Perché «un imprenditore calabrese, operante nel settore del noleggio di autovetture, riconducibile a Macrì Vincenzo, a sua volta collegato a Zu 'Ntoni Macrì, inteso "Baruni" o "Boss dei due mondi", trascura la sua attività in Calabria, per dedicarsi ad attività edilizie in Lombardia?» si chiedono gli uomini della finanza di Locri.
È la domanda che parte dal discendente di uno dei più importanti boss della storia della 'ndrangheta, e porta a un'inchiesta a Milano e una a Reggio Calabria, a un doppio sequestro di quasi venticinque milioni, a un'indagine che svela l'infiltrazione al nord dei clan di 'ndrangheta Aquino-Coluccio e Piromalli-Bellocco. Arrivati con le loro società, i camion e gli operai, dentro il cantiere di Expo.
«Abbiamo fatto il 70 per cento dei lavori» - dice in un'intercettazione Giuseppe Colelli, proprietario formale di Infrasit, parlando dei lavori «al padiglione Italia, della Cina, dell'Ecuador», oltre che di quelli per altre opere accessorie come «le rampe di accesso e tutta la rete fognaria».

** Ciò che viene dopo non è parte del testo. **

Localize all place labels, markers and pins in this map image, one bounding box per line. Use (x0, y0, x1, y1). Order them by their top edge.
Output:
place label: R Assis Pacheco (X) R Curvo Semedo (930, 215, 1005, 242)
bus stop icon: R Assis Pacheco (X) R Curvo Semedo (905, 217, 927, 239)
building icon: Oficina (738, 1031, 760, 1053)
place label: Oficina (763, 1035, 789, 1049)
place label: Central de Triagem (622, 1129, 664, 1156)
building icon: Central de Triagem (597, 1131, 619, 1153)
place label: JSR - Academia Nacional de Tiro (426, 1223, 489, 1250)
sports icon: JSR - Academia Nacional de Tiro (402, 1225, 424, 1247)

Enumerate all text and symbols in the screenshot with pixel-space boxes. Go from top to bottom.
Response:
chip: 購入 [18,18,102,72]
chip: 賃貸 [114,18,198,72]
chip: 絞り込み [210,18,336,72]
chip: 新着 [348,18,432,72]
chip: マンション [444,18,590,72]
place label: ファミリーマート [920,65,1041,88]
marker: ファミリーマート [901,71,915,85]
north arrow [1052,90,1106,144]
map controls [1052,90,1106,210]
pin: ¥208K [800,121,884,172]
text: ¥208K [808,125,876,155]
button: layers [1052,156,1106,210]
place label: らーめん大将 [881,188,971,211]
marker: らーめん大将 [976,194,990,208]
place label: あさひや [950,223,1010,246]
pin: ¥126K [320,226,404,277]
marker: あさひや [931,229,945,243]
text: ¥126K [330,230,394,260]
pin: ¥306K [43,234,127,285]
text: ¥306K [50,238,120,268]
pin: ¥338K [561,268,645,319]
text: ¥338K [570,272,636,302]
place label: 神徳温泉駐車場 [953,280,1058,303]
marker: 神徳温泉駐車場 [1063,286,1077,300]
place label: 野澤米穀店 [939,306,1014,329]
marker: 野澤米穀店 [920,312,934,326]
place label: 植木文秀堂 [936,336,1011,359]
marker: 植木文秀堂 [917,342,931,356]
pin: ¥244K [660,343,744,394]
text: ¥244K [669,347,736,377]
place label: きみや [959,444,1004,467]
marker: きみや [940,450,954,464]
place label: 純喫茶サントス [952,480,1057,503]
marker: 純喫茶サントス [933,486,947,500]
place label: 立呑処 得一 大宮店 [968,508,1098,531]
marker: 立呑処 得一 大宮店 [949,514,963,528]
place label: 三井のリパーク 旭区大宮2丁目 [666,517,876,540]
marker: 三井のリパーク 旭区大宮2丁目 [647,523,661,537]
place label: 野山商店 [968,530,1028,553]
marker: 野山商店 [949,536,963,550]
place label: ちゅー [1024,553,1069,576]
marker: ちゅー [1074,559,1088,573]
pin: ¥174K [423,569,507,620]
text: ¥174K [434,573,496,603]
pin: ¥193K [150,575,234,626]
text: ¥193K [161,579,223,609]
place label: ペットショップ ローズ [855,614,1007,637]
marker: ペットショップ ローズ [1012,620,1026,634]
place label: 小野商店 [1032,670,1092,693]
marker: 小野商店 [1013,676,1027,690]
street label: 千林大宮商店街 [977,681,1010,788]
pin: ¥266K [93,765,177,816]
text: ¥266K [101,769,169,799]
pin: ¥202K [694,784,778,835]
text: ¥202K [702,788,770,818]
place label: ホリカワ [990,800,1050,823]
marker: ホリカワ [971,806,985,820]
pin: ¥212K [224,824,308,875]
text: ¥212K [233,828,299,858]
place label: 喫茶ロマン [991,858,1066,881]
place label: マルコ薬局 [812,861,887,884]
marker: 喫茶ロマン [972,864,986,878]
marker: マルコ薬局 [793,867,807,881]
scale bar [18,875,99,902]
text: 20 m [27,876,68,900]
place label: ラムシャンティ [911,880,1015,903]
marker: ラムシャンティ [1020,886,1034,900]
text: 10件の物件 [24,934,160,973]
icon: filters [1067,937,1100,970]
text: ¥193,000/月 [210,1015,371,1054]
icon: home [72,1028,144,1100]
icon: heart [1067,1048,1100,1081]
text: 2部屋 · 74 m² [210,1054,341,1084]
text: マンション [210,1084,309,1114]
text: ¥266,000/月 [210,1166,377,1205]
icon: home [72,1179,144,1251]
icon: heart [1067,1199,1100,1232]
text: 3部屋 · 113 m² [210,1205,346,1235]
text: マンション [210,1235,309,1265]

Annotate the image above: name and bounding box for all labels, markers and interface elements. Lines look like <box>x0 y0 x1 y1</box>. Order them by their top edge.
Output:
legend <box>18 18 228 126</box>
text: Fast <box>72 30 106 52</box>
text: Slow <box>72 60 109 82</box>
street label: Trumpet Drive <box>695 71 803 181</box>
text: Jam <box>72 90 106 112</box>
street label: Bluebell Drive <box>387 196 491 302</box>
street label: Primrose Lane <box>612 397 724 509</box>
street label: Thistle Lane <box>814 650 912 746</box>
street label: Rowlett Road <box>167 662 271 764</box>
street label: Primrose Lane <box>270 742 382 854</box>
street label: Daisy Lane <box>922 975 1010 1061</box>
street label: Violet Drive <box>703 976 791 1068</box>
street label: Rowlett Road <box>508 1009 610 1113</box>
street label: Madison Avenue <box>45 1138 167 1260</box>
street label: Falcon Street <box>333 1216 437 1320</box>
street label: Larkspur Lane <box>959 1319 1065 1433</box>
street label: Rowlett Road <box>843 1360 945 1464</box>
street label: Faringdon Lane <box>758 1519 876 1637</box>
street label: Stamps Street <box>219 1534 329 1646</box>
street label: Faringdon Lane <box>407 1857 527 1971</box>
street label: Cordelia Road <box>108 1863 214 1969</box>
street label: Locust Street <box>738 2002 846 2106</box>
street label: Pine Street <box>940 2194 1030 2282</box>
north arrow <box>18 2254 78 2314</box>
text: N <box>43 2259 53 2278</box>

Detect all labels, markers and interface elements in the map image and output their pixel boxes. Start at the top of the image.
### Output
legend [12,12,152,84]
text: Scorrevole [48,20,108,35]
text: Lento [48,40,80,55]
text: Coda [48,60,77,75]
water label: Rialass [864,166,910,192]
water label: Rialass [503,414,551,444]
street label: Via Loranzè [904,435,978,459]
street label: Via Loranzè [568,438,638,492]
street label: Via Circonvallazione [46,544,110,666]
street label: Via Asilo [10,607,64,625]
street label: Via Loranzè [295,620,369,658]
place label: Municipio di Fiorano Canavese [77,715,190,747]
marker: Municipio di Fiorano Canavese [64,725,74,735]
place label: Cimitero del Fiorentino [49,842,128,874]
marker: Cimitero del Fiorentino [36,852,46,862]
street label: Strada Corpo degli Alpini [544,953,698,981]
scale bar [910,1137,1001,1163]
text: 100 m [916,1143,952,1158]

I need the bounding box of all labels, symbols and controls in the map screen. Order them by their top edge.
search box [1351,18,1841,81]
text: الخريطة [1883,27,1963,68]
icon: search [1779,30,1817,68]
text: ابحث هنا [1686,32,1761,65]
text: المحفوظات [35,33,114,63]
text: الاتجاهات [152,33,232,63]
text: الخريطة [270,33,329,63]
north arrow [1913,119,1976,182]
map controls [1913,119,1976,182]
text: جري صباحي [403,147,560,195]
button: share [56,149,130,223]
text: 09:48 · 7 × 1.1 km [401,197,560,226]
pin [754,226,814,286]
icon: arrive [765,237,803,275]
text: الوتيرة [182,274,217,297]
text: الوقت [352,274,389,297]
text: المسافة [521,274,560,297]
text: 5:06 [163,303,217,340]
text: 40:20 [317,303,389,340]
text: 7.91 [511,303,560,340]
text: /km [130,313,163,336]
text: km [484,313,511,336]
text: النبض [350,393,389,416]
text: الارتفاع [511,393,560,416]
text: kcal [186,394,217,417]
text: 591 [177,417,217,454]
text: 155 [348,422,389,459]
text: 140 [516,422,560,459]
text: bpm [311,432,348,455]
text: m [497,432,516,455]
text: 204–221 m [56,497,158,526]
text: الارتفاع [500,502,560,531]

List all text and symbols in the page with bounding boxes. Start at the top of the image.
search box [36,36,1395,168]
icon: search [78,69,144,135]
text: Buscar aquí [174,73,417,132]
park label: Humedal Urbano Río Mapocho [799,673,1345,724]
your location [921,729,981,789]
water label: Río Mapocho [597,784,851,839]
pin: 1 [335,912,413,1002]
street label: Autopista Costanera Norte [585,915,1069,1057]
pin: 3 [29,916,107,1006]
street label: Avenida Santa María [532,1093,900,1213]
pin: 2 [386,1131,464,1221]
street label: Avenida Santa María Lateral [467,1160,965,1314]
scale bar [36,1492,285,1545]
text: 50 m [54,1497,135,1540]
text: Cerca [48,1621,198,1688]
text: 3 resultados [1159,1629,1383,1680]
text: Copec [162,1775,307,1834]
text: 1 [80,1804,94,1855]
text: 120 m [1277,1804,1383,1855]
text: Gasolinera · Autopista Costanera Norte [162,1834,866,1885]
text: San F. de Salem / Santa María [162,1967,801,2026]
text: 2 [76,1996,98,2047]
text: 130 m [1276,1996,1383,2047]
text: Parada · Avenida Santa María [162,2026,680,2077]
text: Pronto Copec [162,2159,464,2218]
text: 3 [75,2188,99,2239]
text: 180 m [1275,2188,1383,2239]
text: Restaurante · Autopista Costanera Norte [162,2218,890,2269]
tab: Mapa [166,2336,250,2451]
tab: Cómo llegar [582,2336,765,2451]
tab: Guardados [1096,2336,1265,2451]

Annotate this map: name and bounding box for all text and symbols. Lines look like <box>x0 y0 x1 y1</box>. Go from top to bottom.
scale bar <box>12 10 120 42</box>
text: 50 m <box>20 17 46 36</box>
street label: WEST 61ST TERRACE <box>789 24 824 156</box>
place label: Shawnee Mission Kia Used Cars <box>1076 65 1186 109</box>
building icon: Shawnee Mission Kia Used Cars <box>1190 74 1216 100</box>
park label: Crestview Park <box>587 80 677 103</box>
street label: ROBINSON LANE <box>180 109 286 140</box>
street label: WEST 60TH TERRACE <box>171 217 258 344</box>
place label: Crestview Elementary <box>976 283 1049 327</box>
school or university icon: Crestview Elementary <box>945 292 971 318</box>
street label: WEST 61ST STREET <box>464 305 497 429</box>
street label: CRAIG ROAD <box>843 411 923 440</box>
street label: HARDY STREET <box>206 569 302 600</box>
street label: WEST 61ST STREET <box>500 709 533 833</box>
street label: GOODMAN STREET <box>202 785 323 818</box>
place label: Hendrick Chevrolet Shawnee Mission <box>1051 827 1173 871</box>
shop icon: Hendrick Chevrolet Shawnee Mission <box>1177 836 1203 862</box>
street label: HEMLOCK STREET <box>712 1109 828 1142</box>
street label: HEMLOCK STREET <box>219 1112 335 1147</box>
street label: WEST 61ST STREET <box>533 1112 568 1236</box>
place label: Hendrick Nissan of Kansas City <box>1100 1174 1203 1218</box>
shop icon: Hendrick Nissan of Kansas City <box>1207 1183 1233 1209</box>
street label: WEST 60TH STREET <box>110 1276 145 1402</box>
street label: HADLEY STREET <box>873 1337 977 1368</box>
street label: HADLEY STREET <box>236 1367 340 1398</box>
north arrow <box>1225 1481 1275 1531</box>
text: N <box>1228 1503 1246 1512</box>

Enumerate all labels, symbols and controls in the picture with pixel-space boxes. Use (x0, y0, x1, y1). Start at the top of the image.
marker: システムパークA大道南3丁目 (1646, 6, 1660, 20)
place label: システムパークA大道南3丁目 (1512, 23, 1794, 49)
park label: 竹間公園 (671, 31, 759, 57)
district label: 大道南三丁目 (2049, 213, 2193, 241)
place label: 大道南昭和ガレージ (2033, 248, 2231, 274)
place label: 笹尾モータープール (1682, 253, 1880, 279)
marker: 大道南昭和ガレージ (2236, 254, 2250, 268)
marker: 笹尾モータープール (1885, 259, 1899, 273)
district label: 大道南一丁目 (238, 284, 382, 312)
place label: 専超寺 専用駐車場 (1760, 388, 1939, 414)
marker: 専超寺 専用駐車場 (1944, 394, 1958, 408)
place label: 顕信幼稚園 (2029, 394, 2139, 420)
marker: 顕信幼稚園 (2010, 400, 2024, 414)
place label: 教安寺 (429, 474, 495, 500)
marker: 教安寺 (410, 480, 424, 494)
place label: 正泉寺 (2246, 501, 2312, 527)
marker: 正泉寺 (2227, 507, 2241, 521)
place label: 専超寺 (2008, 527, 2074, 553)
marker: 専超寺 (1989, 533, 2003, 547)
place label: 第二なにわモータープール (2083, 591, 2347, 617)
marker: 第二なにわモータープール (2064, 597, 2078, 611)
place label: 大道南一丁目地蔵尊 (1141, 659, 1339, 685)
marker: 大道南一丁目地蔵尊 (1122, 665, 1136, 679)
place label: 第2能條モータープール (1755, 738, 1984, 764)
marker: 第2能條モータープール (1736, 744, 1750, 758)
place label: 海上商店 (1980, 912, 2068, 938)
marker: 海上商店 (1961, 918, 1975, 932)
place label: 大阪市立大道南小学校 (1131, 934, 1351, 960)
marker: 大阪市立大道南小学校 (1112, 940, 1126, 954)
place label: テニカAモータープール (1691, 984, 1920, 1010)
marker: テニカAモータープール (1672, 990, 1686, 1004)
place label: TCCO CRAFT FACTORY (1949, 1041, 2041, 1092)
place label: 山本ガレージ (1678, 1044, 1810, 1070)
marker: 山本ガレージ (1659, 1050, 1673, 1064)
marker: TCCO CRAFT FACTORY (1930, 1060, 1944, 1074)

Ancora Colelli, il 13 agosto 2014, «parla con un uomo dell'Expo che chiede come vanno i lavori». «Bene, non sono mai stati indietro. Le opere si faranno tutte — assicura — tranne, forse, quelle delle Vie d'acqua, perché là c'è stata la tangente più grande in assoluto... il 50 per cento di preventivo di quel lavoro è una tangente». Nonostante i controlli, le aziende della 'ndrangheta riescono ugualmente a entrare in Expo. «Tramite lo stratagemma del subappalto, infatti, le società gestite dagli indagati, pur intestate a prestanome, neanche risultano quali esecutrici dei lavori effettuati, anche se trattasi di appalti di notevole importanza e interesse anche mediatico — ricostruiscono gli uomini della Gdf. Quasi tutti i lavori edili eseguiti dagli indagati sono stati appaltati dalle società Viridia o Itinera». La prima, già citata nell'inchiesta sulla "Cupola di Expo" per i rapporti con Primo Greganti. La seconda, del gruppo Gavio. Le due società hanno «successivamente appaltato i lavori ad altre ditte». Scrivono gli investigatori che queste aziende «sono state individuate solo grazie a sopralluoghi e intercettazioni». È così che trovano, il 15 dicembre 2014, i documenti dei lavori nella sede di Infrasit, «sulla scrivania di Salvatore Piccoli», braccio destro di Antonio Stefano, luogotenente della cosca Aquino-Coluccio, entrambi coinvolti nell'inchiesta della Dda di Milano su "NordIng".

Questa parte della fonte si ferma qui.